Kent lost the quarter-final against Surrey in a rain affected match at The Oval. After bowling Surrey out for 273, a target of 251 from 40 overs was set using the Duckworth-Lewis Method following a heavy rain storm at the start of the Kent innings. Despite a counter-attacking century from Matt Coles, Kent were bowled out for 233.

===Group B===

| Pos | Teamv; t; e; | Pld | W | L | T | NR | Ded | Pts | NRR |
|---|---|---|---|---|---|---|---|---|---|
| 1 | Nottinghamshire Outlaws | 8 | 5 | 1 | 0 | 2 | 0 | 12 | 0.755 |
| 2 | Essex Eagles | 8 | 4 | 2 | 0 | 2 | 0 | 10 | 0.480 |
| 3 | Hampshire | 8 | 3 | 3 | 0 | 2 | 0 | 9 | 0.554 |
| 4 | Kent Spitfires | 8 | 3 | 3 | 0 | 2 | 0 | 8 | 0.031 |
| 5 | Lancashire Lightning | 8 | 3 | 3 | 0 | 2 | 0 | 8 | −0.034 |
| 6 | Warwickshire Bears | 8 | 3 | 3 | 0 | 2 | 0 | 8 | −0.765 |
| 7 | Middlesex | 8 | 3 | 4 | 0 | 1 | 0 | 7 | −0.224 |
| 8 | Glamorgan | 8 | 2 | 2 | 0 | 4 | 4 | 3 | 0.160 |
| 9 | Sussex Sharks | 8 | 0 | 5 | 0 | 3 | 0 | 3 | −1.063 |

==NatWest t20 Blast==
After a series of good performances, Kent's young team topped the South Group of the 2015 NatWest t20 Blast but went out of the competition at the quarter-final stage to Lancashire.
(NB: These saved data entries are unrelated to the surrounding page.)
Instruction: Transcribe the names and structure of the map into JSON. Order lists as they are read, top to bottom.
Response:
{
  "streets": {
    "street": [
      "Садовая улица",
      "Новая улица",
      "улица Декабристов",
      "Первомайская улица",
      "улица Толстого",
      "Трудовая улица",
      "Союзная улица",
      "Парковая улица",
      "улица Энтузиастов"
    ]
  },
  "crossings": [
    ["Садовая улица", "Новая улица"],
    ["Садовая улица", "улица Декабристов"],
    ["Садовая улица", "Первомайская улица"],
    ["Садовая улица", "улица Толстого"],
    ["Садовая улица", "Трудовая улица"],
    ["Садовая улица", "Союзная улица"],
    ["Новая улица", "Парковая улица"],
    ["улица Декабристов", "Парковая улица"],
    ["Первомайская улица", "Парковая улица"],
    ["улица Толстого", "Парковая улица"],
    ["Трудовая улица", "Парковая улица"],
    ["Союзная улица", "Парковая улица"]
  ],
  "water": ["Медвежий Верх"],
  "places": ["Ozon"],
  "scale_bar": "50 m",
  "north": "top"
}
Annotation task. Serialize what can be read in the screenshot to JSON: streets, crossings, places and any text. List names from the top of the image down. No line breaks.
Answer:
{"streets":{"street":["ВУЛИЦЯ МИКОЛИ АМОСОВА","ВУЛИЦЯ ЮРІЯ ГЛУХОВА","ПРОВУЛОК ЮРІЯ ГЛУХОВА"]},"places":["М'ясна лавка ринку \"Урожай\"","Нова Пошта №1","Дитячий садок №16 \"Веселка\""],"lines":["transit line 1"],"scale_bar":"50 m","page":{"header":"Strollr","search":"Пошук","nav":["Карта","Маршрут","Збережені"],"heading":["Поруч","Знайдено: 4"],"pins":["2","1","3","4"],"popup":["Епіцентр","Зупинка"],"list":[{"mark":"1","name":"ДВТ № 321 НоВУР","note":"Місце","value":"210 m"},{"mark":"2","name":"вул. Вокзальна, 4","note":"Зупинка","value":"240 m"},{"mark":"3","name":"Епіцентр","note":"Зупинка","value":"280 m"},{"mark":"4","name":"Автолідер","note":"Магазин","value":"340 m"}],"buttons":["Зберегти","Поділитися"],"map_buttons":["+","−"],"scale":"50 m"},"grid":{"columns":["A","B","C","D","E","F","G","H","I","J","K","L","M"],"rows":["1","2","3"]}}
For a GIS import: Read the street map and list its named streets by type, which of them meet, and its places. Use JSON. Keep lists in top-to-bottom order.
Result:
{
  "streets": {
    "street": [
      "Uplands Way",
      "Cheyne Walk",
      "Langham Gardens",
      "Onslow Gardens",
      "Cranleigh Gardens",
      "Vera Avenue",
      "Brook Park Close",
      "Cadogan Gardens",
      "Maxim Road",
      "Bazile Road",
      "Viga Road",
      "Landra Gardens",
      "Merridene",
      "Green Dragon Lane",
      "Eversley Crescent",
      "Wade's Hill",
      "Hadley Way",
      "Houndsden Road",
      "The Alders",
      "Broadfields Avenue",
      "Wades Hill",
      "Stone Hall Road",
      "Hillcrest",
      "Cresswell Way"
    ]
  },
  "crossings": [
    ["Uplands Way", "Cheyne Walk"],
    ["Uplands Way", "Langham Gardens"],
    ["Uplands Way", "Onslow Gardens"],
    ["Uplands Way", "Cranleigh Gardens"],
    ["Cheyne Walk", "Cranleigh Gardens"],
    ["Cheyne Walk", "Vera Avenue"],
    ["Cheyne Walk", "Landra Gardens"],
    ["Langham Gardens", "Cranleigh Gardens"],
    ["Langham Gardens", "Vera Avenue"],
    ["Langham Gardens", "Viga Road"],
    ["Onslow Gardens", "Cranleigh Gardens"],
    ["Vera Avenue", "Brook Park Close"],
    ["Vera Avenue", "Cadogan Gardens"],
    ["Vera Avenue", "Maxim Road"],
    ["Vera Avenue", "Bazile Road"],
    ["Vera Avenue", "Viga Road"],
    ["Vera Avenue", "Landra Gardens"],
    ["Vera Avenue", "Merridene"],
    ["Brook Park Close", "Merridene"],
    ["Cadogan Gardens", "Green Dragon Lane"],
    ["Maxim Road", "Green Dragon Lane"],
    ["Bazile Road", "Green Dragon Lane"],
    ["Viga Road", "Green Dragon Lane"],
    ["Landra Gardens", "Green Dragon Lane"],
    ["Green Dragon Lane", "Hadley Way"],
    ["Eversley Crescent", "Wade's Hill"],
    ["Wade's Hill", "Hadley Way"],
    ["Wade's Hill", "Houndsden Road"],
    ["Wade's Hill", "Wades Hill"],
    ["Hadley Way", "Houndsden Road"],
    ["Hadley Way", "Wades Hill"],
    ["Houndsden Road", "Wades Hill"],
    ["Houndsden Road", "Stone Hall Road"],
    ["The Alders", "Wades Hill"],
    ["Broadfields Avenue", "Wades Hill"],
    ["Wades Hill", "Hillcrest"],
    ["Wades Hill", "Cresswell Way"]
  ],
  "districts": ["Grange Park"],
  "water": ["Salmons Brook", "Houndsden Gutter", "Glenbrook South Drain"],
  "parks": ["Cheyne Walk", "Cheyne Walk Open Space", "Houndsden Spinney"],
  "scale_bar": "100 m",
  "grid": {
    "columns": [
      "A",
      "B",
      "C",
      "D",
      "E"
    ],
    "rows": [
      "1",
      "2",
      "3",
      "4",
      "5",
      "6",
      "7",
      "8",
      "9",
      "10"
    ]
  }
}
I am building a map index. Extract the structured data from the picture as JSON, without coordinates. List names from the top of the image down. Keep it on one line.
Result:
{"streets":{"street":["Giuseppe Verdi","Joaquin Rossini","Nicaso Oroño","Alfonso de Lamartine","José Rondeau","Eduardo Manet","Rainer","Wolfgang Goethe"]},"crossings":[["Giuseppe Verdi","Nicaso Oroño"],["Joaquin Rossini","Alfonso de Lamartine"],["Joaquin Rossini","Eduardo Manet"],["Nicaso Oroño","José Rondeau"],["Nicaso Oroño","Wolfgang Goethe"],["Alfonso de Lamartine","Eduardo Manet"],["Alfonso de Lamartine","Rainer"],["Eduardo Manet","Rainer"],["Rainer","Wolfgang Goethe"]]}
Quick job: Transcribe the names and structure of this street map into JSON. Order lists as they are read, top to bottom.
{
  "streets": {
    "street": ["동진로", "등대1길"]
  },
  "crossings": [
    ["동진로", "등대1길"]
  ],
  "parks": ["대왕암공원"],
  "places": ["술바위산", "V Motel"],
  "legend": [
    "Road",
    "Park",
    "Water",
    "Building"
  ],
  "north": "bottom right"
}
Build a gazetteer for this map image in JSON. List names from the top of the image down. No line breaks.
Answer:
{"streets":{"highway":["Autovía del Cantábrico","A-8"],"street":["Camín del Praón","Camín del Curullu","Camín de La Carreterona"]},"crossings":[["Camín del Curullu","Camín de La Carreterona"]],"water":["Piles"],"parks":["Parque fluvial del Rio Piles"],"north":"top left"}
After being bowled out for 142, late wickets led to a "dramatic" finish with Lancashire scoring two runs off the last ball of the match to tie the game with a score of 142/6. Lancashire progressed to the finals day due to losing fewer wickets.

===South Group===

| Pos | Teamv; t; e; | Pld | W | L | T | NR | Ded | Pts | NRR |
|---|---|---|---|---|---|---|---|---|---|
| 1 | Kent Spitfires | 14 | 9 | 4 | 0 | 1 | 0 | 19 | 0.166 |
| 2 | Sussex Sharks | 14 | 7 | 5 | 0 | 2 | 0 | 16 | 0.206 |
| 3 | Hampshire | 14 | 8 | 6 | 0 | 0 | 0 | 16 | −0.120 |
| 4 | Essex Eagles | 14 | 7 | 6 | 0 | 1 | 0 | 15 | 0.208 |
| 5 | Gloucestershire | 14 | 7 | 7 | 0 | 0 | 0 | 14 | 0.354 |
| 6 | Glamorgan | 14 | 7 | 7 | 0 | 0 | 0 | 14 | −0.522 |
| 7 | Surrey | 14 | 5 | 6 | 0 | 3 | 0 | 13 | −0.145 |
| 8 | Somerset | 14 | 4 | 8 | 0 | 2 | 0 | 10 | −0.184 |
| 9 | Middlesex | 14 | 4 | 9 | 0 | 1 | 0 | 9 | 0.030 |

==MCCU match==
Kent played a three-day match, without first-class status, against Loughborough MCC University before the start of the County Championship season.

==Statistics==
Sam Northeast and Joe Denly both made over a thousand runs in first-class cricket in 2015 with Denly making the highest score for the county. Daniel Bell-Drummond scored three first-class centuries during the season and led the team in List A runs. Northeast scored a county record high score of 114 runs in the Twenty20 competition.

Matt Coles led the bowling statistics with 100 wickets across all competitions during the season, including 67 in first-class matches. Coles took a hat-trick in the Royal London One Day Cup quarter final loss to Surrey. Mitchell Claydon led the Twenty20 bowling statistics.